The optimised formulation showed a mean particle size of 188.9 ± 5.1 nm, a low PDI (0.218), a high positive zeta potential (+ 56.8 ± 2.7 mV), and an entrapment efficiency of 79.84%. In vitro release studies demonstrated pH-dependent sustained release, with minimal insulin release under acidic conditions (pH 1.2) after 2 h, and near-complete release (96%) over 24 h at intestinal pH 6.8. Release kinetics followed first-order and Hixson–Crowell models, indicating diffusion- and erosion-controlled mechanisms.
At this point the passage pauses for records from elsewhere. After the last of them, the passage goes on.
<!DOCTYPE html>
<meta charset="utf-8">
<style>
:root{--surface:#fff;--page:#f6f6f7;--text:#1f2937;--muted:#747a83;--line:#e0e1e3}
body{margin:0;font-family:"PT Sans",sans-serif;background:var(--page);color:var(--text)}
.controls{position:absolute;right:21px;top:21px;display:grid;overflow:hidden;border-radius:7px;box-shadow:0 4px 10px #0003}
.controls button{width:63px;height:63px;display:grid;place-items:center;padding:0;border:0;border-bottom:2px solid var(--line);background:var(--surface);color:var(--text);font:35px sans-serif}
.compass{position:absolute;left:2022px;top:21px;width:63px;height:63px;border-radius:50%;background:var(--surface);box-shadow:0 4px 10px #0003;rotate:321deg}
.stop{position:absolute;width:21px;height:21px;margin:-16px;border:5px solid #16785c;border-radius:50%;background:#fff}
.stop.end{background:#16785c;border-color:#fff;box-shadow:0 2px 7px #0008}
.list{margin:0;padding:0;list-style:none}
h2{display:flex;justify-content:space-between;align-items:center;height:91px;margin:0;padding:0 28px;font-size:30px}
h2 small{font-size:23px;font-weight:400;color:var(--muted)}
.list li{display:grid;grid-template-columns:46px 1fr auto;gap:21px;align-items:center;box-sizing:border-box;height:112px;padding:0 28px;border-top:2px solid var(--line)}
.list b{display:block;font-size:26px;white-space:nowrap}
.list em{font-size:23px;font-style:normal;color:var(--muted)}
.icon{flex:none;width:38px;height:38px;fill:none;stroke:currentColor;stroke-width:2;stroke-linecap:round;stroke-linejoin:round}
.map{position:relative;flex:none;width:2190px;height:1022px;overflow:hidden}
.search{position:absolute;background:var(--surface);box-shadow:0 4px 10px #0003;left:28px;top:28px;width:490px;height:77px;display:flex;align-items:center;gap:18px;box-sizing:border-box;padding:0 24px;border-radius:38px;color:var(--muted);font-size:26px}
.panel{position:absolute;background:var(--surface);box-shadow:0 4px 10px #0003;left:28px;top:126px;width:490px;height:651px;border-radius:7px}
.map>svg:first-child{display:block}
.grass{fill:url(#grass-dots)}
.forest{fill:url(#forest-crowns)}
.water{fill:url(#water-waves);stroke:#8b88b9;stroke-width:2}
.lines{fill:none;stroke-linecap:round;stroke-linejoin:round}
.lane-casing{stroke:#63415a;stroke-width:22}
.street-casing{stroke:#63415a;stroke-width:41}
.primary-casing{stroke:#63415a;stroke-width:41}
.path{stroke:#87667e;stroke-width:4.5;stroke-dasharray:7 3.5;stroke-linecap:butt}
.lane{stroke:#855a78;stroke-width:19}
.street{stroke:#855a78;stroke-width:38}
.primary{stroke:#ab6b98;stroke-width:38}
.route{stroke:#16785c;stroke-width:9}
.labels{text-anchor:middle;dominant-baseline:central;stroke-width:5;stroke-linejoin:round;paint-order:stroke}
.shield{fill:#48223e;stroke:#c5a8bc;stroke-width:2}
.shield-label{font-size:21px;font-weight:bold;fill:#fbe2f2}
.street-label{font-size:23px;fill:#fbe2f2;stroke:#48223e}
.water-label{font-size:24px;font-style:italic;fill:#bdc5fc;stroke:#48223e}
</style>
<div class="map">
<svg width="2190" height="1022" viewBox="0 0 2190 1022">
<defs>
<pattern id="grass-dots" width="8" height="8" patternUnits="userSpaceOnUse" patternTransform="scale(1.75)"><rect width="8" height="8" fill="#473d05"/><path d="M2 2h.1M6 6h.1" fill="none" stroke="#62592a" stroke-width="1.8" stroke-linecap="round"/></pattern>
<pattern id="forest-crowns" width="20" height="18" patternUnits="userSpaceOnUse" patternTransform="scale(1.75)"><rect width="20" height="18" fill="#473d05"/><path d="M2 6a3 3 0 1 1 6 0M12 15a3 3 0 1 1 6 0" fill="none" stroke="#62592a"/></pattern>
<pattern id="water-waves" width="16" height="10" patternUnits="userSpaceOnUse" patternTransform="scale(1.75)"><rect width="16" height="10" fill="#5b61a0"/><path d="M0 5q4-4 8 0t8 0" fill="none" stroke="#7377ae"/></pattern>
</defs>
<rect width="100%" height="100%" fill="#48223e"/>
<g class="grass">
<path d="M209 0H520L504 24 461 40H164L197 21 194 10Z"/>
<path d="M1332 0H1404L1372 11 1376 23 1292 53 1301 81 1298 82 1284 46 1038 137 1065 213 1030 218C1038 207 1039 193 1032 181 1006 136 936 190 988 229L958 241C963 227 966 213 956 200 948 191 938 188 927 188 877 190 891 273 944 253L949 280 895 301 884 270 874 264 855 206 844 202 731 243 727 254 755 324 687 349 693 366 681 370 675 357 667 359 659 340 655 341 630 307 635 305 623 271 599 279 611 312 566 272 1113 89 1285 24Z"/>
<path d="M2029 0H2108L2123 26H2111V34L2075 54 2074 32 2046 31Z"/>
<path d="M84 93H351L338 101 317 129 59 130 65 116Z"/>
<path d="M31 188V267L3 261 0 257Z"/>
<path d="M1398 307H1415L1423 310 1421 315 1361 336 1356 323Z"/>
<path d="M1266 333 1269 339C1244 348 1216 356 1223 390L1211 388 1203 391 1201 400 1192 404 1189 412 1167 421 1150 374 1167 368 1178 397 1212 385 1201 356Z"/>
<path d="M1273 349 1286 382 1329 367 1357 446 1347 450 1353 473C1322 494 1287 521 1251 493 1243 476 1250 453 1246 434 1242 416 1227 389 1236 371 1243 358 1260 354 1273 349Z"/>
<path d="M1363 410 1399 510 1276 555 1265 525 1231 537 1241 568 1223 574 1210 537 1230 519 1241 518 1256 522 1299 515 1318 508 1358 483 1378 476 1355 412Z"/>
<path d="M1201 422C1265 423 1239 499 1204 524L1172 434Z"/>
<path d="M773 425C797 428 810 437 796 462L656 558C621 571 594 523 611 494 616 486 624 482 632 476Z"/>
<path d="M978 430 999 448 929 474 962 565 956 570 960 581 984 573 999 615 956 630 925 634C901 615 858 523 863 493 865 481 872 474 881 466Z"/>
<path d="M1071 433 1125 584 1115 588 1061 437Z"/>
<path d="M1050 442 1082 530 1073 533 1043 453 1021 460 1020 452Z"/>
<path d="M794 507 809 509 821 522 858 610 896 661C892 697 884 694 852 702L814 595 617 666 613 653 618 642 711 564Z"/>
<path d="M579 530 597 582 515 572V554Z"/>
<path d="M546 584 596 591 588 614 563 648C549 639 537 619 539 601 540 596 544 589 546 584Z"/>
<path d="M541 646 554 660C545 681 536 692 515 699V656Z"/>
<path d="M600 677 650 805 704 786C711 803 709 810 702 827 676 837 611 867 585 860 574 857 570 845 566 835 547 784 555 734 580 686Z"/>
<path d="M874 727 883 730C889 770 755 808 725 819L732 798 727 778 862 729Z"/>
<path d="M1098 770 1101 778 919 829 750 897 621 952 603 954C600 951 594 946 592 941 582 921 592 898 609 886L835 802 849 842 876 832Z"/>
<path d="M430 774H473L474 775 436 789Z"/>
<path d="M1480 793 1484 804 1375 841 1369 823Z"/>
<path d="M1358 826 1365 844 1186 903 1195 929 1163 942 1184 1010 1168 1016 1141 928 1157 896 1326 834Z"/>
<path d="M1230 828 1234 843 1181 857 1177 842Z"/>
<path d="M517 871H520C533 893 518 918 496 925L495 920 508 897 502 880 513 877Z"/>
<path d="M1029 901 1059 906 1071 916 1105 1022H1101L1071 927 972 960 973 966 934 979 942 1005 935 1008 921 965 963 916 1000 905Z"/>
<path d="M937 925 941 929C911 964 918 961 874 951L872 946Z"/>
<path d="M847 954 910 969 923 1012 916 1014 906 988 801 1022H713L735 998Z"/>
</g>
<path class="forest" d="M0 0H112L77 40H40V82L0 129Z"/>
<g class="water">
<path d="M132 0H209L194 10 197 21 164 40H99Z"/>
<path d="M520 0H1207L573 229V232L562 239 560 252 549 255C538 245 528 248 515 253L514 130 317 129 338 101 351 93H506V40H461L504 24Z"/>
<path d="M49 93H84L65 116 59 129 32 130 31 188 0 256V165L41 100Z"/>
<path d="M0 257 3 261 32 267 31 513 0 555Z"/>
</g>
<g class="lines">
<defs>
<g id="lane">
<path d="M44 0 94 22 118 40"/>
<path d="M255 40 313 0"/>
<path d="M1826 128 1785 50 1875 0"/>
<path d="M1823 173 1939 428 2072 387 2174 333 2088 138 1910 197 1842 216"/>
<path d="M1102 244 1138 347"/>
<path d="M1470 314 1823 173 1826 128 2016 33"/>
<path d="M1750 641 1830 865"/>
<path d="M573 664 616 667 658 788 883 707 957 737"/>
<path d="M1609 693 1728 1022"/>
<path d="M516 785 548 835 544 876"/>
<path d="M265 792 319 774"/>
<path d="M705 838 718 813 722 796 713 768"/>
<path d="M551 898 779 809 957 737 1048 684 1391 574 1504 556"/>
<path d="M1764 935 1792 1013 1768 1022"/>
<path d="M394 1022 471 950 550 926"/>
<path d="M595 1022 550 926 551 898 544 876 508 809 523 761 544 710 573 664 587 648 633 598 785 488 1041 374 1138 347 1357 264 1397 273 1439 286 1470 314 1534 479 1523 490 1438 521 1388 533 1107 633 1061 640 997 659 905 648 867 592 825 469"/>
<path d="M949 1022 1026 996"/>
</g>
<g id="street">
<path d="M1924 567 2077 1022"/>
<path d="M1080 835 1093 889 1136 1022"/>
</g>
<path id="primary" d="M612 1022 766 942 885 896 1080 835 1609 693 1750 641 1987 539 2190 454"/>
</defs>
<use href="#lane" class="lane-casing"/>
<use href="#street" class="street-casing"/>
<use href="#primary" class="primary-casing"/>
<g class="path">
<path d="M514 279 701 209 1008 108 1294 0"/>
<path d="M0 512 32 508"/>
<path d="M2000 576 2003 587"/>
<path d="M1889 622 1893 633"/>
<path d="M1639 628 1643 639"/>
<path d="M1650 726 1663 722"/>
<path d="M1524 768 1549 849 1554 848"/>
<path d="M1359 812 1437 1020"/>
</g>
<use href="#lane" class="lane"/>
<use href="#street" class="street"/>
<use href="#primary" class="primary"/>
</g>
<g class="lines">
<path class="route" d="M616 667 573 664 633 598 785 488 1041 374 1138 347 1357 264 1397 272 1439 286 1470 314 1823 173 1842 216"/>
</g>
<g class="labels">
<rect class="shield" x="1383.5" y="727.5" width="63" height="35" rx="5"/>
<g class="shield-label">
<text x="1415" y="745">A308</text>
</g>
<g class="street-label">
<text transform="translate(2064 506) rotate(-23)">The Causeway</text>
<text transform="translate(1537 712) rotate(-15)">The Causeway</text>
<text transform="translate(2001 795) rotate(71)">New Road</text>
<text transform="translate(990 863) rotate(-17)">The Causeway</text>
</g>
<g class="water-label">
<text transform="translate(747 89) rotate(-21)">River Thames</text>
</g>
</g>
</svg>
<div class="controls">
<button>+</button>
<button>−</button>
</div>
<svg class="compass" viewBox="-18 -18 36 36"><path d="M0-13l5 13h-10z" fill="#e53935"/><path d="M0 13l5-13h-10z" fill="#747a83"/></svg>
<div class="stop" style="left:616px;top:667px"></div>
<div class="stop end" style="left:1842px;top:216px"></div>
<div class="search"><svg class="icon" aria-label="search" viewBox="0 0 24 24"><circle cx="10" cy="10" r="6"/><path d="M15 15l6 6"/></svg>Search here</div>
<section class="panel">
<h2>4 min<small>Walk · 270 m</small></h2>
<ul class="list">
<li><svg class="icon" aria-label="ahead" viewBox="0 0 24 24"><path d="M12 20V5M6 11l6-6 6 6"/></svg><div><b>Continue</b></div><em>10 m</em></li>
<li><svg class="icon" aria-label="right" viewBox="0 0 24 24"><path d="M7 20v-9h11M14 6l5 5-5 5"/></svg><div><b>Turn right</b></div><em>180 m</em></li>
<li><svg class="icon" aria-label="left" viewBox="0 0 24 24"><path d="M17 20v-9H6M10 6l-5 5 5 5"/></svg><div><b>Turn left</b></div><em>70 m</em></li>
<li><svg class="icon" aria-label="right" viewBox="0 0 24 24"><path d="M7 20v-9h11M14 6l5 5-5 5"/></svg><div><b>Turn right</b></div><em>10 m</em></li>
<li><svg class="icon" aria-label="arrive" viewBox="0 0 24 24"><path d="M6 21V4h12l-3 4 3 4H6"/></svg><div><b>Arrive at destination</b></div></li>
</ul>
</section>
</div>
ATR-FTIR and DSC analyses confirmed the absence of chemical incompatibility and suggested molecular dispersion of insulin within the polymeric matrix. Morphological evaluation using optical microscopy, SEM, and ESEM revealed predominantly spherical nanospheres with well-defined structures. Circular dichroism spectroscopy showed preservation of insulin’s α-helical secondary structure after formulation and during refrigerated storage, indicating conformational stability. Physical stability studies demonstrated maintained particle characteristics for up to 45 days at 2–4 °C.

Conclusion

This multi-component nanosphere system effectively protected insulin, enabled sustained release as confirmed by HPLC, and preserved structural integrity, highlighting its potential as a promising oral insulindelivery platform.